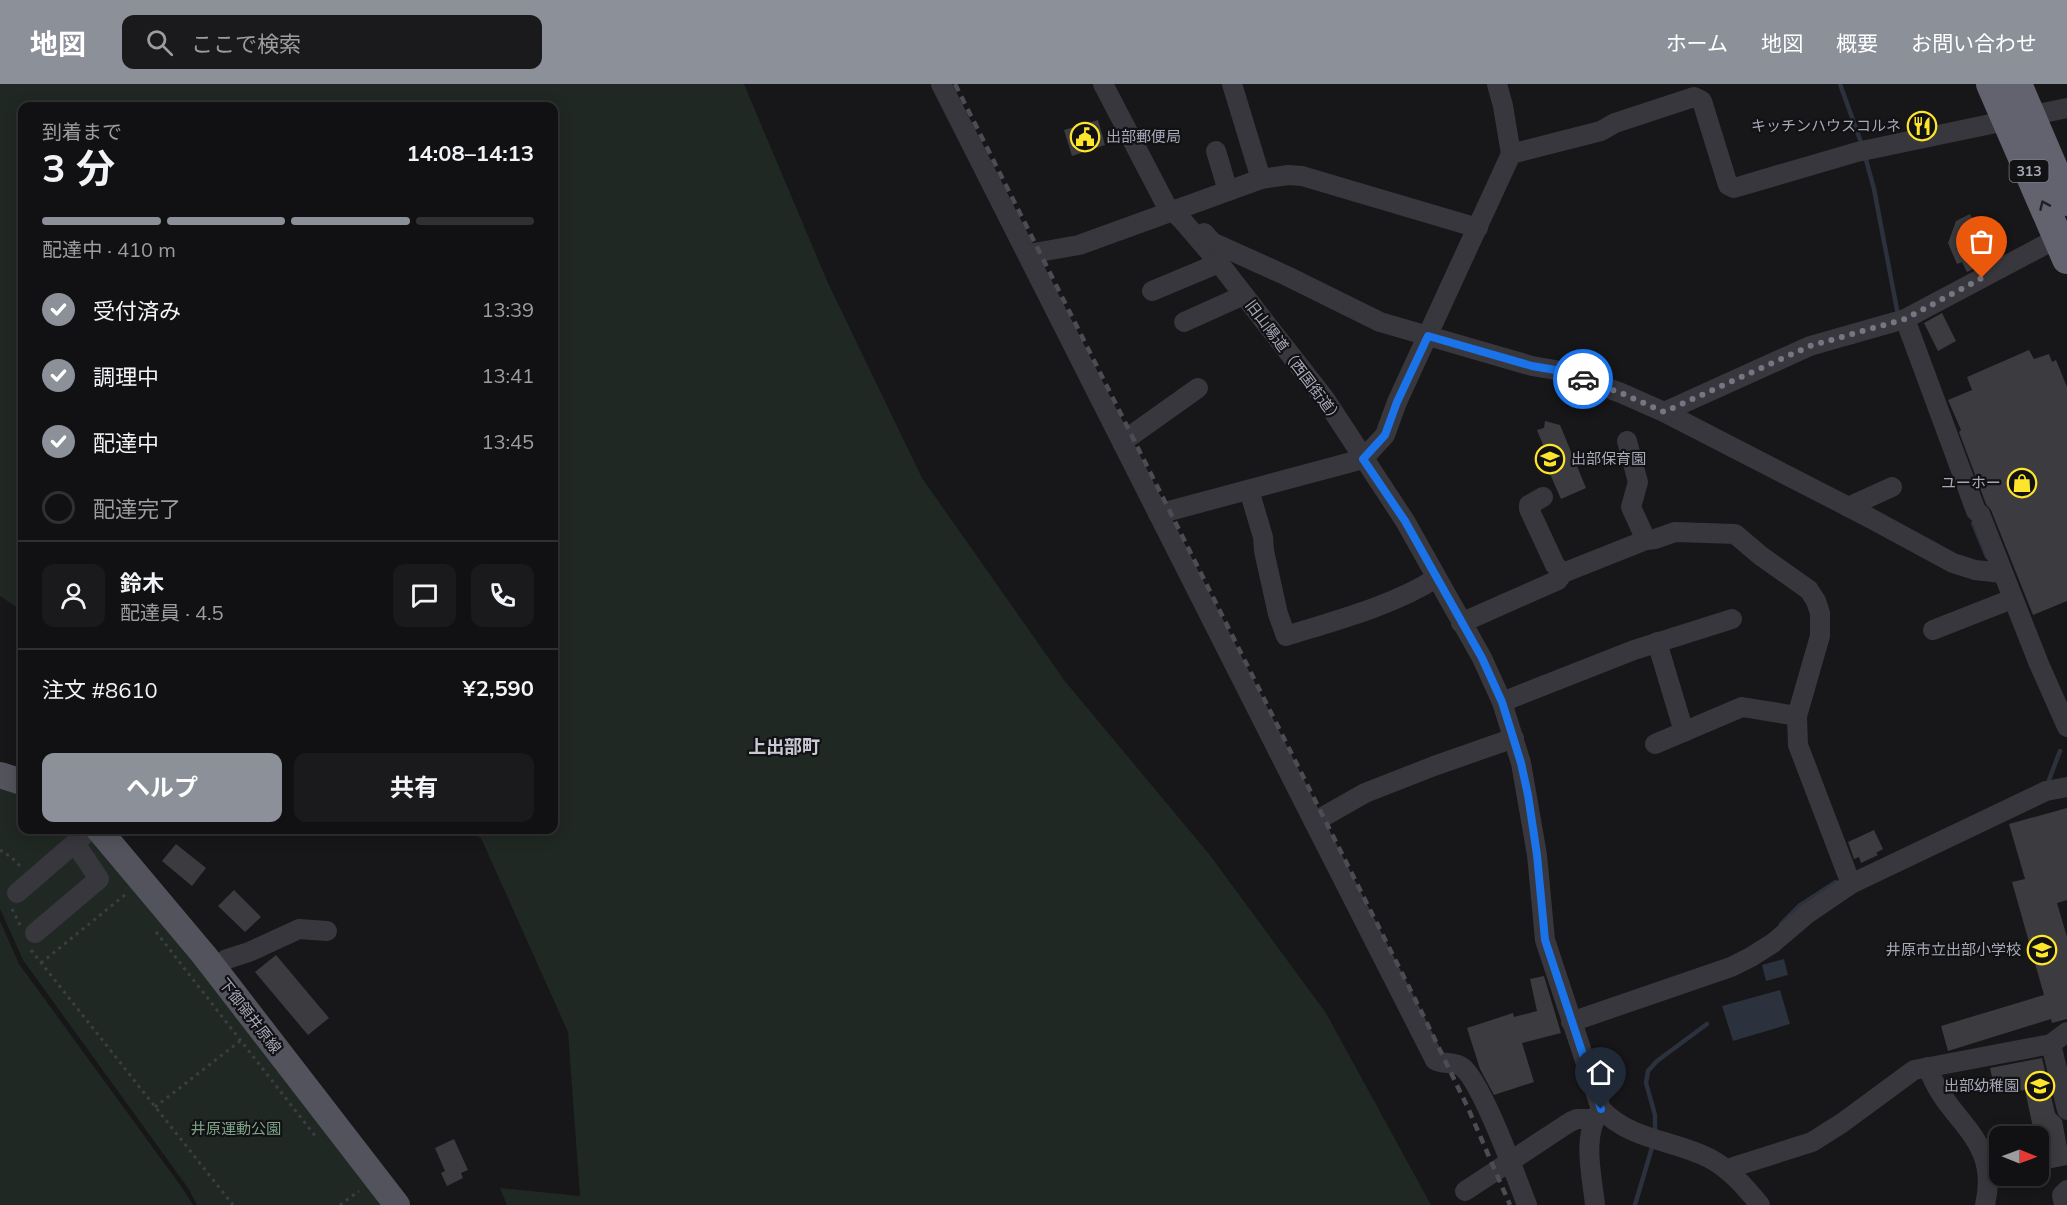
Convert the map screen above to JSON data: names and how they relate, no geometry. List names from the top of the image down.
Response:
{
  "streets": {
    "highway": ["313"],
    "main road": ["下御領井原線"],
    "street": ["旧山陽道（西国街道）"]
  },
  "districts": ["上出部町"],
  "parks": ["井原運動公園"],
  "places": {
    "restaurant": ["キッチンハウスコルネ"],
    "public building": ["出部郵便局"],
    "school or university": ["出部保育園", "井原市立出部小学校", "出部幼稚園"],
    "shop": ["ユーホー"]
  },
  "north": "right",
  "page": {
    "header": "地図",
    "search": "ここで検索",
    "nav": [
      "ホーム",
      "地図",
      "概要",
      "お問い合わせ"
    ],
    "heading": ["3 分", "到着まで", "14:08–14:13"],
    "panel": [
      "鈴木",
      "配達員 · 4.5",
      "注文 #8610",
      "¥2,590"
    ],
    "bar": "配達中 · 410 m",
    "list": [
      ["受付済み", "13:39"],
      ["調理中", "13:41"],
      ["配達中", "13:45"],
      "配達完了"
    ],
    "buttons": ["ヘルプ", "共有"]
  }
}
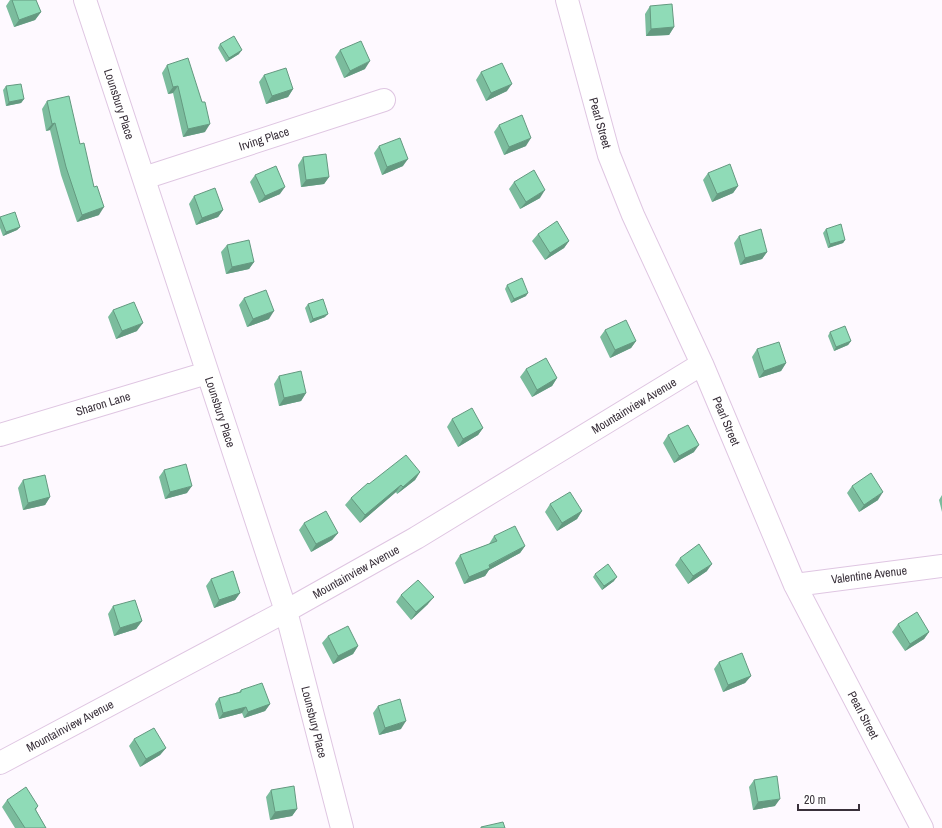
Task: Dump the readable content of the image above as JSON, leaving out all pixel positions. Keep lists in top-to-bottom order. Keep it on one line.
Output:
{"streets":{"street":["Lounsbury Place","Pearl Street","Irving Place","Sharon Lane","Mountainview Avenue","Valentine Avenue"]},"crossings":[["Lounsbury Place","Irving Place"],["Lounsbury Place","Sharon Lane"],["Lounsbury Place","Mountainview Avenue"],["Pearl Street","Mountainview Avenue"],["Pearl Street","Valentine Avenue"]],"scale_bar":"20 m"}
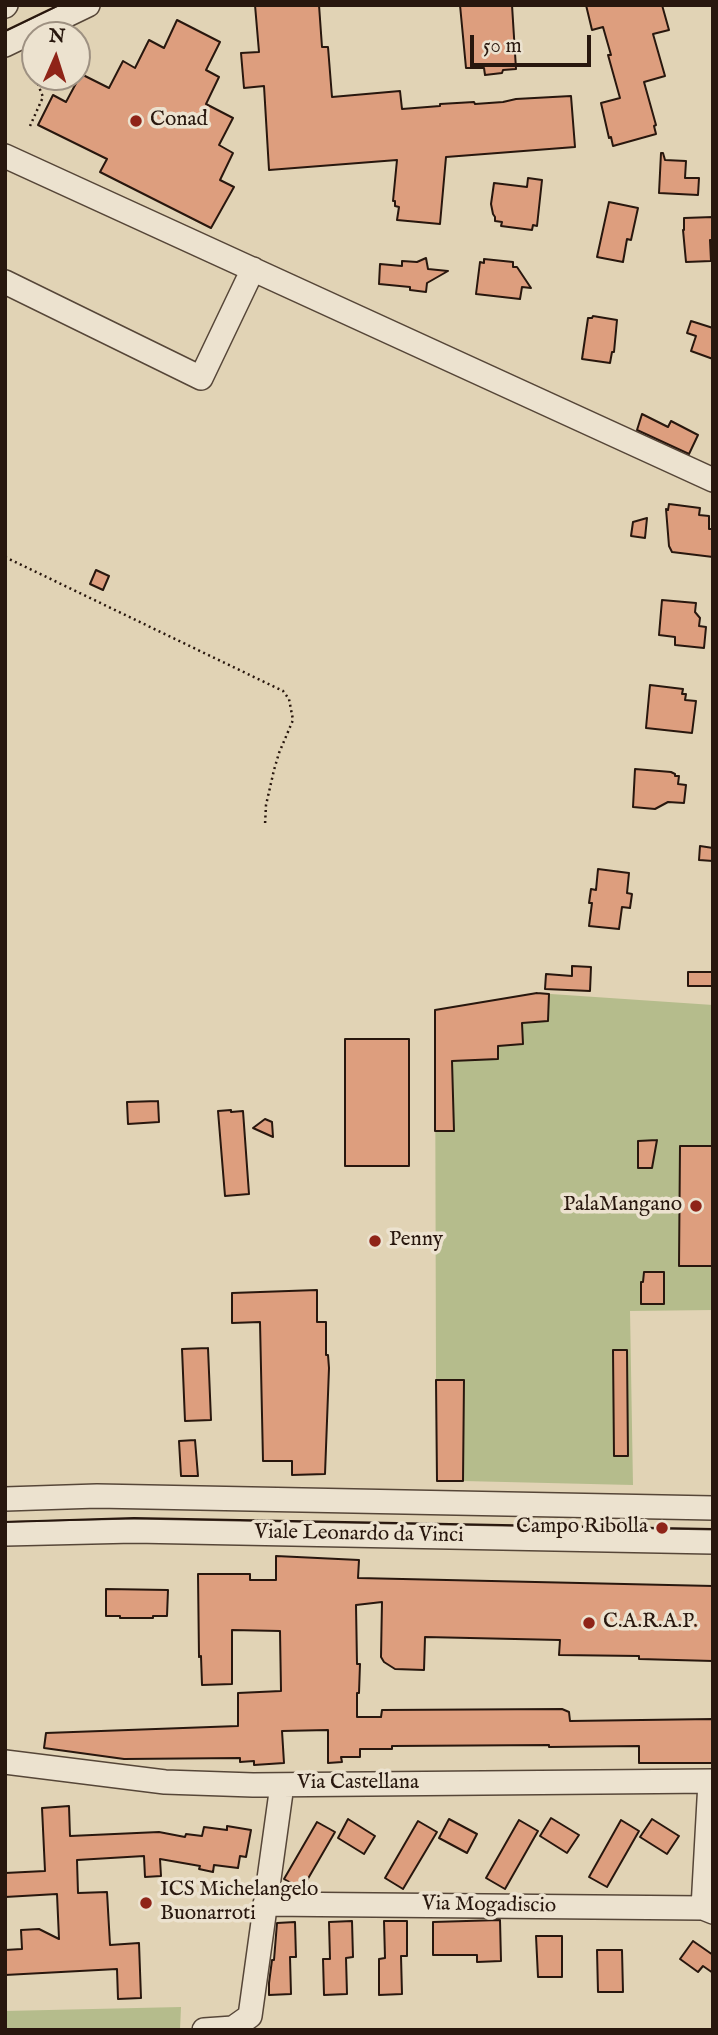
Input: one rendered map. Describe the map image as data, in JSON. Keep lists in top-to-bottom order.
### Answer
{
  "streets": {
    "street": ["Viale Leonardo da Vinci", "Via Castellana", "Via Mogadiscio"]
  },
  "places": [
    "Conad",
    "PalaMangano",
    "Penny",
    "Campo Ribolla",
    "C.A.R.A.P.",
    "ICS Michelangelo Buonarroti"
  ],
  "scale_bar": "50 m",
  "north": "top"
}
==================================================
**Exercise objective:** Repeat the material above precisely as it appears, omitting the images it contains.

**Problem solution:**
Convert the map screen above to JSON data: names and how they relate, no geometry. List names from the top of the image down.
Response:
{
  "streets": {
    "highway": ["313"],
    "main road": ["下御領井原線"],
    "street": ["旧山陽道（西国街道）"]
  },
  "districts": ["上出部町"],
  "parks": ["井原運動公園"],
  "places": {
    "restaurant": ["キッチンハウスコルネ"],
    "public building": ["出部郵便局"],
    "school or university": ["出部保育園", "井原市立出部小学校", "出部幼稚園"],
    "shop": ["ユーホー"]
  },
  "north": "right",
  "page": {
    "header": "地図",
    "search": "ここで検索",
    "nav": [
      "ホーム",
      "地図",
      "概要",
      "お問い合わせ"
    ],
    "heading": ["3 分", "到着まで", "14:08–14:13"],
    "panel": [
      "鈴木",
      "配達員 · 4.5",
      "注文 #8610",
      "¥2,590"
    ],
    "bar": "配達中 · 410 m",
    "list": [
      ["受付済み", "13:39"],
      ["調理中", "13:41"],
      ["配達中", "13:45"],
      "配達完了"
    ],
    "buttons": ["ヘルプ", "共有"]
  }
}
Task: Dump the readable content of the image above as JSON, leaving out all pixel positions. Keep lists in top-to-bottom order. Keep it on one line.
Output:
{"streets":{"street":["Lounsbury Place","Pearl Street","Irving Place","Sharon Lane","Mountainview Avenue","Valentine Avenue"]},"crossings":[["Lounsbury Place","Irving Place"],["Lounsbury Place","Sharon Lane"],["Lounsbury Place","Mountainview Avenue"],["Pearl Street","Mountainview Avenue"],["Pearl Street","Valentine Avenue"]],"scale_bar":"20 m"}
Input: one rendered map. Describe the map image as data, in JSON. Keep lists in top-to-bottom order.
### Answer
{
  "streets": {
    "street": ["Viale Leonardo da Vinci", "Via Castellana", "Via Mogadiscio"]
  },
  "places": [
    "Conad",
    "PalaMangano",
    "Penny",
    "Campo Ribolla",
    "C.A.R.A.P.",
    "ICS Michelangelo Buonarroti"
  ],
  "scale_bar": "50 m",
  "north": "top"
}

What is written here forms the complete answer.